Part of the forest has survived two forest fires, estimated to have occurred around 1550 and 1835. Forest fires in old-growth forests are rarely totally devastating. At Opal Creek, many of the big trees survived, particularly those located in cool, wet places along the area’s hundreds of streams.
In 1859, miners arrived in the valley and discovered gold. James P. Hewitt and his Amalgamated Mining Co. began building the Jawbone Flats mining camp in 1930, where they processed lead, zinc, copper and silver. Some of the mining roads and the Gold Creek Bridge were constructed in 1939 under President Roosevelt’s New Deal. Mining at Opal Creek was never very profitable, and by the time snow damaged the Jawbone Flats buildings in the 1950s, operations had all but ceased.

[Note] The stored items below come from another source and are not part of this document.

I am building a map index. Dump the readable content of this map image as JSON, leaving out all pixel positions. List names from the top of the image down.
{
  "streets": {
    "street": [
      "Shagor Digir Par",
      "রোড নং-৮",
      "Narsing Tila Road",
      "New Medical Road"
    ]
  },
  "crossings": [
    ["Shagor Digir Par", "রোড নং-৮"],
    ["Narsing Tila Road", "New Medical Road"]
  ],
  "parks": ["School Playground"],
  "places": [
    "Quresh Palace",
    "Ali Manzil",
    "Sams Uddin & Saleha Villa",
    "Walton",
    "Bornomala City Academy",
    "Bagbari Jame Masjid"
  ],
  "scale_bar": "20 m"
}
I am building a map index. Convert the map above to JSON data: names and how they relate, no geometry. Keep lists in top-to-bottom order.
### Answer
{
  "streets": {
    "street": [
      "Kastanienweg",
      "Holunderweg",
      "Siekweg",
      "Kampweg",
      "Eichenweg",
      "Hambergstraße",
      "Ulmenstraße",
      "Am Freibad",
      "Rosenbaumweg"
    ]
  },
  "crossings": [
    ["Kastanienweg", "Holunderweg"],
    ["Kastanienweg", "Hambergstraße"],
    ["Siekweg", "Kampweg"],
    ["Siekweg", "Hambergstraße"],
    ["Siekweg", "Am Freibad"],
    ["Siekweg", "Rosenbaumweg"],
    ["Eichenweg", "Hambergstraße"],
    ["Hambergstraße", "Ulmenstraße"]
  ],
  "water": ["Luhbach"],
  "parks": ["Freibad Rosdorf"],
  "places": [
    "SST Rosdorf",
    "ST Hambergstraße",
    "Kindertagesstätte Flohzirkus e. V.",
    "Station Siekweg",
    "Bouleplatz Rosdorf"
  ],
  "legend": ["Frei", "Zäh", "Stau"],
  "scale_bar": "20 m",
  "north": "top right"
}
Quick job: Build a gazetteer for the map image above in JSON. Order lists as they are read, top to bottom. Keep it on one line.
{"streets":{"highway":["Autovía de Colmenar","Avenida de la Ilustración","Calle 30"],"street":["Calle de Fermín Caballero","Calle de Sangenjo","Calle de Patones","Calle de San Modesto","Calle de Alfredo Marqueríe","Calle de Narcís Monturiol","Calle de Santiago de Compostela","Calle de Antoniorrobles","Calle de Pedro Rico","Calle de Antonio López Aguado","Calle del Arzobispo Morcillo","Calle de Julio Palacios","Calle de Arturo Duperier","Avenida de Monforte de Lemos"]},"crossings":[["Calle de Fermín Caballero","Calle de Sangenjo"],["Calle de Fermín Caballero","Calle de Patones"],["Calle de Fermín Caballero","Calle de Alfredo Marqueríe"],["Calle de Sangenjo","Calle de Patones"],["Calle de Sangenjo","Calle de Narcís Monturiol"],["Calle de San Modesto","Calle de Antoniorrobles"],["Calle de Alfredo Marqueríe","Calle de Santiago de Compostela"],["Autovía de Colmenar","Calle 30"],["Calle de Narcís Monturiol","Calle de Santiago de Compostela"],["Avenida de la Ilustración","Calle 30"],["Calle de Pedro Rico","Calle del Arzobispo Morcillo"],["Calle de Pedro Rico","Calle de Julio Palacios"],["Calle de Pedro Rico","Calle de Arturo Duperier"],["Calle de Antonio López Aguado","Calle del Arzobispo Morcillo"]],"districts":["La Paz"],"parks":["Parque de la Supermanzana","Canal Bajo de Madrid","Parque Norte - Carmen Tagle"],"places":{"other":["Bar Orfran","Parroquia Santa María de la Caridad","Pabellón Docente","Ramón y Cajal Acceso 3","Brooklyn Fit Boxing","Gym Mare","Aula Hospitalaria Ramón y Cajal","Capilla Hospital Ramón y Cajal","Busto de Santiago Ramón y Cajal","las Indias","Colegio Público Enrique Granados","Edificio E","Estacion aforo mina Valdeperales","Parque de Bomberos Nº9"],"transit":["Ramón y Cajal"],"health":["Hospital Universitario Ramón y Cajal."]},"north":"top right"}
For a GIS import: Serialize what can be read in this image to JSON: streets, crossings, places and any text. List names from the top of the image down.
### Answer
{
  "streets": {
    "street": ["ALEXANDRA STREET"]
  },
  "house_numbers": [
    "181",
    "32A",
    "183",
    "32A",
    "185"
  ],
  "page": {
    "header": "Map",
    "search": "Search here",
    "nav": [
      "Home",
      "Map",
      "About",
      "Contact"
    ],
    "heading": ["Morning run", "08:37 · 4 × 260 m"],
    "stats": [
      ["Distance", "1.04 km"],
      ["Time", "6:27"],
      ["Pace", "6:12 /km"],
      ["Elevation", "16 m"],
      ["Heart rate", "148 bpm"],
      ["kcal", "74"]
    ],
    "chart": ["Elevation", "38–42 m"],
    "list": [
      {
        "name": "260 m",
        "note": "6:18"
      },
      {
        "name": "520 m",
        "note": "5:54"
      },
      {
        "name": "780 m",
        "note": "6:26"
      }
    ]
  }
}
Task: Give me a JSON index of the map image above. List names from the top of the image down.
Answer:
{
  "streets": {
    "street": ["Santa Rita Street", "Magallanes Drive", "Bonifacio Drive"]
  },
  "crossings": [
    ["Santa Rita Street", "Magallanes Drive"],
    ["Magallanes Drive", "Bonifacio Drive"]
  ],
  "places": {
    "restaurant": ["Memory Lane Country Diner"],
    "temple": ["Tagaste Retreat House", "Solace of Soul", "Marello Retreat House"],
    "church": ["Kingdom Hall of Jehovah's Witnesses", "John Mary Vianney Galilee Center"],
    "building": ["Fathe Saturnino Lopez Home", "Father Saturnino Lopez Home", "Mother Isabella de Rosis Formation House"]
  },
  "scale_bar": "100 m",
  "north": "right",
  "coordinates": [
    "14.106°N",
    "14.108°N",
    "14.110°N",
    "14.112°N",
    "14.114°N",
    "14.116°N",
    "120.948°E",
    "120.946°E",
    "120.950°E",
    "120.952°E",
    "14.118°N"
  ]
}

In 1944, James Hewitt’s daughter Dolores had married future Oregon governor Vic Atiyeh, fatefully introducing the Atiyeh family to Opal Creek. Through the 1960s and 1970s Vic’s nephew George Atiyeh managed the Shiny Rock Mining Company, living part-time at Jawbone Flats with a small contingent of miners and their families. Shiny Rock Mining Company was one of many private landowners in the area based on old mining claims.
In the 1970s and 1980s, plans to log old-growth stands at Opal Creek began to stir up local activists who saw that Opal Creek was one of the last of a very special kind of ecosystem. Friends of Opal Creek was established in 1989 to secure permanent protection of the watershed by increasing public awareness of the natural and cultural resources, scenic beauty, plant and animal diversity, and ecological complexity of this extraordinary area. In 1992, mining ceased and the Shiny Rock Mining Company gave Friends of Opal Creek a land gift valued at $12.6 million. Included were 151 acres of land: Jawbone Flats and a stand of old-growth forest.
Local and statewide efforts culminated in October 1996 with the establishment, through federal legislation, of the 20,827-acre Opal Creek Wilderness, the 13,538-acre Opal Creek Scenic Recreation Area and a 3,066-acre Wild and Scenic River designation for Elkhorn Creek. Except for Jawbone Flats, the Opal Creek Act required that all privately-owned lands be returned to public ownership. The Opal Creek forest has received international attention and is enjoyed by more than 20,000 visitors each year.
About Jawbone Flats
Jawbone Flats is a 15-acre private inholding bordered on the north by the Opal Creek Wilderness and on the south, east, and west by the Opal Creek Scenic Recreation Area. Many of our buildings are original to the 1930s; we rely on generous support from local foundations and individual donors to maintain a historic atmosphere while offering our visitors a comfortable and high-quality experience.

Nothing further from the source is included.